Problem requirements.
Your answer should be one number: how many lines below hold the word "meet".

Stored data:

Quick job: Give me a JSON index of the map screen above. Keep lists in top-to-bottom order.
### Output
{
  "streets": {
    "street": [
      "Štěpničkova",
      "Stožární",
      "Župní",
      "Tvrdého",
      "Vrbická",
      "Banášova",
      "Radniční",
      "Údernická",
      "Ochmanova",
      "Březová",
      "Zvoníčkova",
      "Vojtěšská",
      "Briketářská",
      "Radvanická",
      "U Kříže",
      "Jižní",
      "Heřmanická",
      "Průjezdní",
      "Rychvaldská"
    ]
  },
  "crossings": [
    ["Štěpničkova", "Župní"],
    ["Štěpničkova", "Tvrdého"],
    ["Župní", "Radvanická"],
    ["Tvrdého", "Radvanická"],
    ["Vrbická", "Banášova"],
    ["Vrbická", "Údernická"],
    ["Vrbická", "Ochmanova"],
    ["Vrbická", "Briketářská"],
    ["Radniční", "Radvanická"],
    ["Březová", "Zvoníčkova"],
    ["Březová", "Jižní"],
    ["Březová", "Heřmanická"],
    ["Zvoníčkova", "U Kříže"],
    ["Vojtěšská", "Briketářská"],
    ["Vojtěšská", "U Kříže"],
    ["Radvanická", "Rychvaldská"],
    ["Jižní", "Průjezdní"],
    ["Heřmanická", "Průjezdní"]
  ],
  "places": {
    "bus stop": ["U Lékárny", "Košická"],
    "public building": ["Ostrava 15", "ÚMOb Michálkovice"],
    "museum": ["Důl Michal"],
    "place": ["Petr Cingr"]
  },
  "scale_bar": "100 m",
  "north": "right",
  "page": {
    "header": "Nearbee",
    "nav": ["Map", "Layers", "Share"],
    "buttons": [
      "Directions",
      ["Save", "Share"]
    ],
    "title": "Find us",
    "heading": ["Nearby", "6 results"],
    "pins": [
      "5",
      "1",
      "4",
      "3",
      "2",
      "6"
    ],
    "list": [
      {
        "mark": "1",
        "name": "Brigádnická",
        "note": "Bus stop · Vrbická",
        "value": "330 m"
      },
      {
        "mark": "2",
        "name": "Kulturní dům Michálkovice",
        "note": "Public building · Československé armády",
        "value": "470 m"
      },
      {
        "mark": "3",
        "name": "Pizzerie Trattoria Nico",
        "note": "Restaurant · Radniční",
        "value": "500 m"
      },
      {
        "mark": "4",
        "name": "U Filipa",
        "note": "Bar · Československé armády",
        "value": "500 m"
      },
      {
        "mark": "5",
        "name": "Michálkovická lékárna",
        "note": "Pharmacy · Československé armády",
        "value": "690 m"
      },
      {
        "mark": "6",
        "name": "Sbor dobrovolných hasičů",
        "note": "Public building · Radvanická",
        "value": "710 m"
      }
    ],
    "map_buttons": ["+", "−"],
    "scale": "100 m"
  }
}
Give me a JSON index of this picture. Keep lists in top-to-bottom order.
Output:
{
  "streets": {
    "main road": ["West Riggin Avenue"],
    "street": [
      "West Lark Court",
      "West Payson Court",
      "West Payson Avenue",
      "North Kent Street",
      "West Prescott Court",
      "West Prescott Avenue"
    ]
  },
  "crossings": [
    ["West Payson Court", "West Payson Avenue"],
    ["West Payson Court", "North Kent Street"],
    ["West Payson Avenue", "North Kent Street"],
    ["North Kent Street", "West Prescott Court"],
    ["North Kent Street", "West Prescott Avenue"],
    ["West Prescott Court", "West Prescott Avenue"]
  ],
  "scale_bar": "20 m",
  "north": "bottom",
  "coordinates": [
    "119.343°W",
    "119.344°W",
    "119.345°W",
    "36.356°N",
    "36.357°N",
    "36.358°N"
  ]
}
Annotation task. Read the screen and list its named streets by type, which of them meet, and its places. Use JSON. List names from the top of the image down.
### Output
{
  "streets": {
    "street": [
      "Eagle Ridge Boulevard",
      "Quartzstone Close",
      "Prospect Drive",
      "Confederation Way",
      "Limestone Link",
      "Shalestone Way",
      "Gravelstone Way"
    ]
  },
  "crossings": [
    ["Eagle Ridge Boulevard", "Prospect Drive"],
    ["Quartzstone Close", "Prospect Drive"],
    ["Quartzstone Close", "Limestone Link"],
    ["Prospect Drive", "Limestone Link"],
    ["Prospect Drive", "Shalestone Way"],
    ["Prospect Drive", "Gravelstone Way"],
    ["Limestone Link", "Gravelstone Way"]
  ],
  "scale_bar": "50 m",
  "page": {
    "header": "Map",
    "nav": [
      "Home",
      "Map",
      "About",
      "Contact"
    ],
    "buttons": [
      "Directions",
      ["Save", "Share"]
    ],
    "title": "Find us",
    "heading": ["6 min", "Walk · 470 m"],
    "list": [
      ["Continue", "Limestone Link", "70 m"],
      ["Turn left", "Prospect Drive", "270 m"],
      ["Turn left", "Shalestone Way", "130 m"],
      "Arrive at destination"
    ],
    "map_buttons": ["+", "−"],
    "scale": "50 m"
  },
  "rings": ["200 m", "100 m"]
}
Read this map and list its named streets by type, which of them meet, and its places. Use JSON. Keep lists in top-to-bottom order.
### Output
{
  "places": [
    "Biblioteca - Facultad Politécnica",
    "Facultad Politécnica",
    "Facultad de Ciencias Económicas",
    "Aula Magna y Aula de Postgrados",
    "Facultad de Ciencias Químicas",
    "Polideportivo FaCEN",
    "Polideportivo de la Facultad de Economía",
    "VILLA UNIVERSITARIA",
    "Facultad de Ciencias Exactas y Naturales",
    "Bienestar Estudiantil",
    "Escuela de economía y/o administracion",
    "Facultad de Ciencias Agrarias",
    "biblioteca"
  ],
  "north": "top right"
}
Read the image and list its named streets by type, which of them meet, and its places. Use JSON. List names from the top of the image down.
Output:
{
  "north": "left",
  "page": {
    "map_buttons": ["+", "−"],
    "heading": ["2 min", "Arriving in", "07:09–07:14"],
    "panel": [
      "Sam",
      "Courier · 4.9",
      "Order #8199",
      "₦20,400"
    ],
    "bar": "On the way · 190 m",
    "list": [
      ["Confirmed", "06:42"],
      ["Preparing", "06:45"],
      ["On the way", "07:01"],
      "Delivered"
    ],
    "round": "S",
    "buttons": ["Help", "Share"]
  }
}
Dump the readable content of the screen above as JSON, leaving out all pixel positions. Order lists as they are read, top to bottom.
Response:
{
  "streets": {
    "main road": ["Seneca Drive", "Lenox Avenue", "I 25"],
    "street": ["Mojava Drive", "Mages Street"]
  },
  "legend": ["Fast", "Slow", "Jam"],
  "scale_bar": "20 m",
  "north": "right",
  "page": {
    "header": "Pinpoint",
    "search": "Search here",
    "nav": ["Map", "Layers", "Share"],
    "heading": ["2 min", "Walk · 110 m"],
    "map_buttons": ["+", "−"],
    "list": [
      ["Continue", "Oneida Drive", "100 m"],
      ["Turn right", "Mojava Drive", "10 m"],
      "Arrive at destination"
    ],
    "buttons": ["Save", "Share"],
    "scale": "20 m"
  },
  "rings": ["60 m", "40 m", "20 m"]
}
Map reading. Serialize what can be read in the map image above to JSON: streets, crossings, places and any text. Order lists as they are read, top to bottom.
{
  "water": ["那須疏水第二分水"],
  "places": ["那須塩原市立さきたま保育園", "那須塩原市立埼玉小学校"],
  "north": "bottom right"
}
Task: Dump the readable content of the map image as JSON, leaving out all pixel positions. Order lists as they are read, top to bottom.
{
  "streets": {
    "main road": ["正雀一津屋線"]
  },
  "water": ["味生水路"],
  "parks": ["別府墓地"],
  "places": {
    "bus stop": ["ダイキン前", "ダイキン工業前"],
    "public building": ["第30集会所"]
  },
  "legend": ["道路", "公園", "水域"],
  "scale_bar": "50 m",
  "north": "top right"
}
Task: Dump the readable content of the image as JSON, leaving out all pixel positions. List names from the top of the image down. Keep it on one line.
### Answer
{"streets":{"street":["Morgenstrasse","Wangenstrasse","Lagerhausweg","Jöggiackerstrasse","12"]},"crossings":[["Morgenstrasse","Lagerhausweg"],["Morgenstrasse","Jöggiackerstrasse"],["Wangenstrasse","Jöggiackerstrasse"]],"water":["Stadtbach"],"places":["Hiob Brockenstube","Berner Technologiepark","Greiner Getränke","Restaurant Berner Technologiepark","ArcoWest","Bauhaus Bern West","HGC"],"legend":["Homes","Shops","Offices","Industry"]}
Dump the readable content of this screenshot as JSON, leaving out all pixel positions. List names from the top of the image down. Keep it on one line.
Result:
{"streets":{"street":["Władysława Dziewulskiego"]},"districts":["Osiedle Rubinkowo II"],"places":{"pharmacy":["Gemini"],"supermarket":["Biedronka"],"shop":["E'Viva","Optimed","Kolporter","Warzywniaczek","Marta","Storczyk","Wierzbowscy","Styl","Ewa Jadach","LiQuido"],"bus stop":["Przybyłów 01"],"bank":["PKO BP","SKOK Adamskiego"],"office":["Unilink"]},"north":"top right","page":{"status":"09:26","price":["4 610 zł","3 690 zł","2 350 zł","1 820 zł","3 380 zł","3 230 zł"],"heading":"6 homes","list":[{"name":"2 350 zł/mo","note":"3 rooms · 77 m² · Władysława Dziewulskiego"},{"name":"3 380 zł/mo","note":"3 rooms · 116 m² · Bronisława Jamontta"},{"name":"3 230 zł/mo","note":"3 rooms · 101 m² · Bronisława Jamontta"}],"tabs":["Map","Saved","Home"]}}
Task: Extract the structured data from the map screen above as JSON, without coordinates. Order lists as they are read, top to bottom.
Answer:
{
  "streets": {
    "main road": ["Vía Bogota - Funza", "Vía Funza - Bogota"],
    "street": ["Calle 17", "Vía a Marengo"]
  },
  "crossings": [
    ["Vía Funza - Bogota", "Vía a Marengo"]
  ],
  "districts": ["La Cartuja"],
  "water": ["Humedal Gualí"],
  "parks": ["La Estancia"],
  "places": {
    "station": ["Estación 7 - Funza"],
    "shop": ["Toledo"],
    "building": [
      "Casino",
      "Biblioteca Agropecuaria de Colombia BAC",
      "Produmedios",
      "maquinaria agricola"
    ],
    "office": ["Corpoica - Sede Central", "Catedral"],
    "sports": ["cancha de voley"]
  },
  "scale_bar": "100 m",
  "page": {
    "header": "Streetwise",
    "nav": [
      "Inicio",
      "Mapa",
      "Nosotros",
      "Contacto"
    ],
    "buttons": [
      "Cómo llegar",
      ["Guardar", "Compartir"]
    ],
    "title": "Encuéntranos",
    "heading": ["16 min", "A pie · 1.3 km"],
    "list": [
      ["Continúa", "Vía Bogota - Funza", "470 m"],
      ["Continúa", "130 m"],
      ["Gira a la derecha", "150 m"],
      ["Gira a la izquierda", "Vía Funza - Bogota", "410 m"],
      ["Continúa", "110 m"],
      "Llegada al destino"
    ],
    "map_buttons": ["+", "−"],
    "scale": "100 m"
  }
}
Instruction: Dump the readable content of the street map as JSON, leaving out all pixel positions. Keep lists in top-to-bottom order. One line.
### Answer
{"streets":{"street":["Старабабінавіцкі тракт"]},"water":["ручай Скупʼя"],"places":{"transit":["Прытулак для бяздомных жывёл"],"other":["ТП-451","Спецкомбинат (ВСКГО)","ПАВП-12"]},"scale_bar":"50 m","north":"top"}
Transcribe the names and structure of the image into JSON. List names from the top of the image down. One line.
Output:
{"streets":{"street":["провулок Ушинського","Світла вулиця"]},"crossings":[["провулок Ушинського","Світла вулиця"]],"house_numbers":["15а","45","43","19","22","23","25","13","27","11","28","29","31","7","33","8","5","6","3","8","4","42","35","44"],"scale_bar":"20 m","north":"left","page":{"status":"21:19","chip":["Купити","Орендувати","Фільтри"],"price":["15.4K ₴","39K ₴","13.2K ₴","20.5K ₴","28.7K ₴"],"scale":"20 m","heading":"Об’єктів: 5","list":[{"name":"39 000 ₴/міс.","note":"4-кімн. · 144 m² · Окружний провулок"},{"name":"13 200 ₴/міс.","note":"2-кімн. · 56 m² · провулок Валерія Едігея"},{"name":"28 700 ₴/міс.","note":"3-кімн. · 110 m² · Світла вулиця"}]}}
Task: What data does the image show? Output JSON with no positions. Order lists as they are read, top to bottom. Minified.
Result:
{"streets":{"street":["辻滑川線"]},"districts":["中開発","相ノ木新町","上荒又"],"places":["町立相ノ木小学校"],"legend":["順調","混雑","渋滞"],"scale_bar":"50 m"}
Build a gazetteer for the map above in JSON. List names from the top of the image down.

Solution to this task.
3